CIOs beware: Either they plan to deal with the rapidly changing certificates or they will disappear from the scene

CIOs beware: Either they plan to deal with the rapidly changing certificates or they will disappear from the scene

But certificates for email are only a small part of the problem. Thanks to the adoption of complex infrastructures like IIoT, JSON Web Tokens, and Kubernetes, enterprises already have hundreds of thousands of machine identities in use, secured by SSL/TLS certificates with lifetimes ranging from years to minutes. A single physical device can run hundreds of short-lived workloads. And certificates are often poorly managed and secured, even by companies in regulated industries like finance. Erik Wahlstrom, VP Analyst at Gartner, reckons that there are typically more machine identities than human ones. That number continues to grow, especially with the adoption of AI tools that require credentials for both the systems they access and the people they act on behalf of. According to a study by Coleman Parkes for automation provider Venafi, companies with more than 10,000 employees will have up to 1.3 million machine identities and certificates to manage by 2025.

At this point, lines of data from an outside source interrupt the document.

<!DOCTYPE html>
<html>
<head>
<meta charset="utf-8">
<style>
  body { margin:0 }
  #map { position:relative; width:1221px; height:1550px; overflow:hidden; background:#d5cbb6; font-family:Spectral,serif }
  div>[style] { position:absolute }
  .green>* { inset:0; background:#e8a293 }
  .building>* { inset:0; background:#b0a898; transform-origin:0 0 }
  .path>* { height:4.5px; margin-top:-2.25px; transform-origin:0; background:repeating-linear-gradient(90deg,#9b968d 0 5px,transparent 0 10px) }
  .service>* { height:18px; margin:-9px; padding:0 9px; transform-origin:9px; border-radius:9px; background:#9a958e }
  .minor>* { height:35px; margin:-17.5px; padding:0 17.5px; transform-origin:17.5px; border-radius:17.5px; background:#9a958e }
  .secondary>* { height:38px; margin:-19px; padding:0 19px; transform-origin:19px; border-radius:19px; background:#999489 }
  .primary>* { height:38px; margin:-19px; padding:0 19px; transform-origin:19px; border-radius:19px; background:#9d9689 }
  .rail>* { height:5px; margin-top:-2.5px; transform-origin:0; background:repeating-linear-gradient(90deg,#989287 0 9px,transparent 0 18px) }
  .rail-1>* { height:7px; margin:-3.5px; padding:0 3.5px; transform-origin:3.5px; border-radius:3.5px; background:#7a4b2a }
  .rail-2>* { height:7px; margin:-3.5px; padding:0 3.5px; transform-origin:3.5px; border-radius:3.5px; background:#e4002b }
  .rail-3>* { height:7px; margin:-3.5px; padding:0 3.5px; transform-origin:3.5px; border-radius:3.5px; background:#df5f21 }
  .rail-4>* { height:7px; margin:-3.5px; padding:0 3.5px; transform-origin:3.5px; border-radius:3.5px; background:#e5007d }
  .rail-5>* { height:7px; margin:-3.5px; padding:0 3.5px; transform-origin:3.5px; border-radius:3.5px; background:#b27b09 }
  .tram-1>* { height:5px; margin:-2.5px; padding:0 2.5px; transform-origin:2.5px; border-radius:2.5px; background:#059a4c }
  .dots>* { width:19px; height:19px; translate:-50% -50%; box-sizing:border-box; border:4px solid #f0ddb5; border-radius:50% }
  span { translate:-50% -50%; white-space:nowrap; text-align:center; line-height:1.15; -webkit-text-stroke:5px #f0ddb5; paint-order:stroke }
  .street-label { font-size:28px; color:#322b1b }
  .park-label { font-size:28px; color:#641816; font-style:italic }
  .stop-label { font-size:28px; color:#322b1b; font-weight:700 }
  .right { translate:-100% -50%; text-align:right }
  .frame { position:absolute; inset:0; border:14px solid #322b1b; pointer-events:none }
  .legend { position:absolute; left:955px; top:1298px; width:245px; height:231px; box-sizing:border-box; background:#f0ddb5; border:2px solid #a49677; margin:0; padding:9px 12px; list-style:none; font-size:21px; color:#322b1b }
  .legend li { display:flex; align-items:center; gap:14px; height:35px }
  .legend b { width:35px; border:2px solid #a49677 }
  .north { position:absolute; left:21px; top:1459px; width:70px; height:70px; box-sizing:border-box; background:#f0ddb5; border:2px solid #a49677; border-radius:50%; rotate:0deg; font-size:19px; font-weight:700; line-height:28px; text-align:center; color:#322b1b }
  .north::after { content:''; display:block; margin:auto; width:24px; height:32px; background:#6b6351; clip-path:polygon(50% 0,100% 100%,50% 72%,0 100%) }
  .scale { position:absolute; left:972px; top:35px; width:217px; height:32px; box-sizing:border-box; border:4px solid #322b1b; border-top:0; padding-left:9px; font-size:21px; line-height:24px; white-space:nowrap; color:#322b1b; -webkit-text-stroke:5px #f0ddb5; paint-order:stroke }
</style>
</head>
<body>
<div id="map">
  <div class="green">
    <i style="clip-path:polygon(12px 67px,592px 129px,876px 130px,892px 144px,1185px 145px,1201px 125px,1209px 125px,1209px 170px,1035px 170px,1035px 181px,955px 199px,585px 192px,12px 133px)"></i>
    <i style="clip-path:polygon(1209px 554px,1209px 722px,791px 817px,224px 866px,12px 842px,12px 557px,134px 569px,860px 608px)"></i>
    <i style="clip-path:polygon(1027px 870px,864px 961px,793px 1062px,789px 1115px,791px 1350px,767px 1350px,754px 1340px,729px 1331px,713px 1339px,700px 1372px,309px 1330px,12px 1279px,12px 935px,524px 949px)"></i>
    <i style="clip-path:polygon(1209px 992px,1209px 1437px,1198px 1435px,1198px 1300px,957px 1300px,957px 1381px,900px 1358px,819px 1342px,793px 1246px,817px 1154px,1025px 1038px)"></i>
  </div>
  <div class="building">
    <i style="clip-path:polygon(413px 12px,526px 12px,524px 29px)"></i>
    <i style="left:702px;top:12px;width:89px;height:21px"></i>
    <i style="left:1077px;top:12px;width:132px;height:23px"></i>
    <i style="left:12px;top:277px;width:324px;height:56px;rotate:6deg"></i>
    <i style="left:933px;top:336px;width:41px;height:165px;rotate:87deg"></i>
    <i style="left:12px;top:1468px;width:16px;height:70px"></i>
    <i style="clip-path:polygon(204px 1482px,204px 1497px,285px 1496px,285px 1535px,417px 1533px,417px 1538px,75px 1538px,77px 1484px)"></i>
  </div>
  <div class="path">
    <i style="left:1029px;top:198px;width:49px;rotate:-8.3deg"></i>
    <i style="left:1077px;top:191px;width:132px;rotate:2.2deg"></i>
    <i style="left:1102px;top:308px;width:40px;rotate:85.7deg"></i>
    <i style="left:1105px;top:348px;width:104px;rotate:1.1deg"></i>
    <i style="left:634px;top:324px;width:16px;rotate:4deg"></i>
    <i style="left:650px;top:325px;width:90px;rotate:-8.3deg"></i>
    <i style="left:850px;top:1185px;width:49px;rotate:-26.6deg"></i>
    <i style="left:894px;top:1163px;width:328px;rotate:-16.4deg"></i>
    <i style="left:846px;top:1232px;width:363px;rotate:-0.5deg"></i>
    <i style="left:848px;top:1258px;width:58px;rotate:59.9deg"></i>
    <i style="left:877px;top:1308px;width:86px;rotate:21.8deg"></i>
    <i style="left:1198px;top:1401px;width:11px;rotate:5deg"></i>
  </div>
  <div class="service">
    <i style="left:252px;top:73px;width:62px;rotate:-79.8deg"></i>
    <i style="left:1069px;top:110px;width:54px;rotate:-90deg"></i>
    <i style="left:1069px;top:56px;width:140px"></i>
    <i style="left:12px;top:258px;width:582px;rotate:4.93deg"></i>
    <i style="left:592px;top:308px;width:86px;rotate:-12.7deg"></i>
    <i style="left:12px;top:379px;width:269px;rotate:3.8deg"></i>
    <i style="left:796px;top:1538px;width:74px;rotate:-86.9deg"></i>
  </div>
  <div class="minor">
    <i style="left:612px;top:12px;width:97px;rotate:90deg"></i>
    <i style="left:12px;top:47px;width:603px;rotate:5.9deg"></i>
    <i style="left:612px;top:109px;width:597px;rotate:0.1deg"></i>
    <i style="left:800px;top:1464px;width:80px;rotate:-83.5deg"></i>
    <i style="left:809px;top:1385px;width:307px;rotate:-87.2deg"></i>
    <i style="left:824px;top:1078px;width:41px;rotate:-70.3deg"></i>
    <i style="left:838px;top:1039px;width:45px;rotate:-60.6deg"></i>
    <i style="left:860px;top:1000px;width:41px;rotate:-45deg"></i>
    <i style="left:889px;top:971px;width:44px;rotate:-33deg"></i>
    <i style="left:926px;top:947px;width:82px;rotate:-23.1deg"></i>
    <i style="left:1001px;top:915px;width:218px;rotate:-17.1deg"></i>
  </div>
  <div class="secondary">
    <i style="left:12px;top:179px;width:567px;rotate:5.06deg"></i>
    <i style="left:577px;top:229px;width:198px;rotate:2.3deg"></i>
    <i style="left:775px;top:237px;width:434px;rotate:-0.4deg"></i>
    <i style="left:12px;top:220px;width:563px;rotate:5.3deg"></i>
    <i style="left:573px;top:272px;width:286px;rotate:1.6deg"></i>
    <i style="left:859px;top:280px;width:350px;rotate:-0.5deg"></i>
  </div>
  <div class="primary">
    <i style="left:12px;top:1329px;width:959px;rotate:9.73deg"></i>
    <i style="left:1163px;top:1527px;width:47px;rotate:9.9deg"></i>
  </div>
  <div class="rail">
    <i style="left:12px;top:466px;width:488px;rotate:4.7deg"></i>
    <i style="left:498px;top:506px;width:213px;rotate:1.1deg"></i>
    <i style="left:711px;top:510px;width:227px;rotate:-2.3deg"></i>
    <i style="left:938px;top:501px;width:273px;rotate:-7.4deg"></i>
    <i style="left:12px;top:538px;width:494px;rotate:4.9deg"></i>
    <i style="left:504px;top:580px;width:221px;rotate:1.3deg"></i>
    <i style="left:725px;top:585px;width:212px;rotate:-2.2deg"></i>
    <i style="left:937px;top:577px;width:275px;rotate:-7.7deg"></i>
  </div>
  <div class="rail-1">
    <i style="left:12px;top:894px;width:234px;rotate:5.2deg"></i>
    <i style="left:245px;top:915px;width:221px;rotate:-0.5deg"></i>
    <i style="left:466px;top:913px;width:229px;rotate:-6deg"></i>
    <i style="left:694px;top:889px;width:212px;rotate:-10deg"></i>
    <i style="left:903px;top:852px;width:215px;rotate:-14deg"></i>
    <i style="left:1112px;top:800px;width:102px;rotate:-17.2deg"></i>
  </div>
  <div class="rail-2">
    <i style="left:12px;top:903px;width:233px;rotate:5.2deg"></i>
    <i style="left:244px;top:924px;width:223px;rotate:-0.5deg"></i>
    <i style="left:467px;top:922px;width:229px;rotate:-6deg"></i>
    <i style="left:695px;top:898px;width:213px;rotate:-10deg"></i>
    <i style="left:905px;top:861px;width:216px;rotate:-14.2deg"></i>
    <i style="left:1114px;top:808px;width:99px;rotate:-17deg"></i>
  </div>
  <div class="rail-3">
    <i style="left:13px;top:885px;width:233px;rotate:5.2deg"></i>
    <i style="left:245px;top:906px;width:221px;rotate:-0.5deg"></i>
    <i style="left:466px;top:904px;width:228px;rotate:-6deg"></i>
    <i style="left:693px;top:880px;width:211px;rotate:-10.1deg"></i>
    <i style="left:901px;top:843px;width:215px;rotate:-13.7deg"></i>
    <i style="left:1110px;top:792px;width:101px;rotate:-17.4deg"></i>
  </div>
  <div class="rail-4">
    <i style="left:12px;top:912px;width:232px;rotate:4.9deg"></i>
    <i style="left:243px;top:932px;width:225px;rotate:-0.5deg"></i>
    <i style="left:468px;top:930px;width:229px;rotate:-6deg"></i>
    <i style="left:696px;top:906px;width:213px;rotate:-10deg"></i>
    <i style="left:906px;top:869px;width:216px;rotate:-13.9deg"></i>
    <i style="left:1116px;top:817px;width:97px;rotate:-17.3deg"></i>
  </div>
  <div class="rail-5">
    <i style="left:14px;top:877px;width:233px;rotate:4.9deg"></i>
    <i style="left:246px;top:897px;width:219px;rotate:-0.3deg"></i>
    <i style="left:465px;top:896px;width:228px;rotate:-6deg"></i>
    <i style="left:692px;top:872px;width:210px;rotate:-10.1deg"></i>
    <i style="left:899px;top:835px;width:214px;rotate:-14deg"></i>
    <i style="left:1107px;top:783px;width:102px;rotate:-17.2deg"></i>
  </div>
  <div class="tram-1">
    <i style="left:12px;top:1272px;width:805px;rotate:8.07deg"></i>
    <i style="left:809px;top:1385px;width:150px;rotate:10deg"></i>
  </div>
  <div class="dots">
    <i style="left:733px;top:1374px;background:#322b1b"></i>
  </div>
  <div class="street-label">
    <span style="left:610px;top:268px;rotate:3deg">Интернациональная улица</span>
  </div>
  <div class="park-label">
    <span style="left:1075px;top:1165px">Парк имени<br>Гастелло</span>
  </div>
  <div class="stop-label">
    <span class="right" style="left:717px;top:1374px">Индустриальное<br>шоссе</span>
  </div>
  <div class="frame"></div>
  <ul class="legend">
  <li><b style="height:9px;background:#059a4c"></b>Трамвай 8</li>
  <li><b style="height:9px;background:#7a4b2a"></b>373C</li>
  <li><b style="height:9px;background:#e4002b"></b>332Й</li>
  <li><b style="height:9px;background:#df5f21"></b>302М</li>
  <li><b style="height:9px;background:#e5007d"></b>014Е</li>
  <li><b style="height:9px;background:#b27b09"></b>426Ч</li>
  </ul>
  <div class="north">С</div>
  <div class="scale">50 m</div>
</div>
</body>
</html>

But manual scripts, spreadsheets and homegrown automation aren’t enough to support those numbers, especially since most organizations have little visibility into how many certificates and machine identities they already use. “When people do a more comprehensive discovery and inventory, they’ll be shocked at how quickly that number is growing,” says Geoff Cairns, principal analyst at Forrester Research.

The fact that workloads are stored digitally in different databases and user stores doesn’t help. “They all require identifiers and credentials like certificates, secrets and keys, and companies have to manage all of that,” says Wahlstrom. But that doesn’t usually happen, and the scale of this challenge is underestimated, he adds, if companies don’t have a tool in place to help them manage all of that in their hybrid and multi-cloud environments.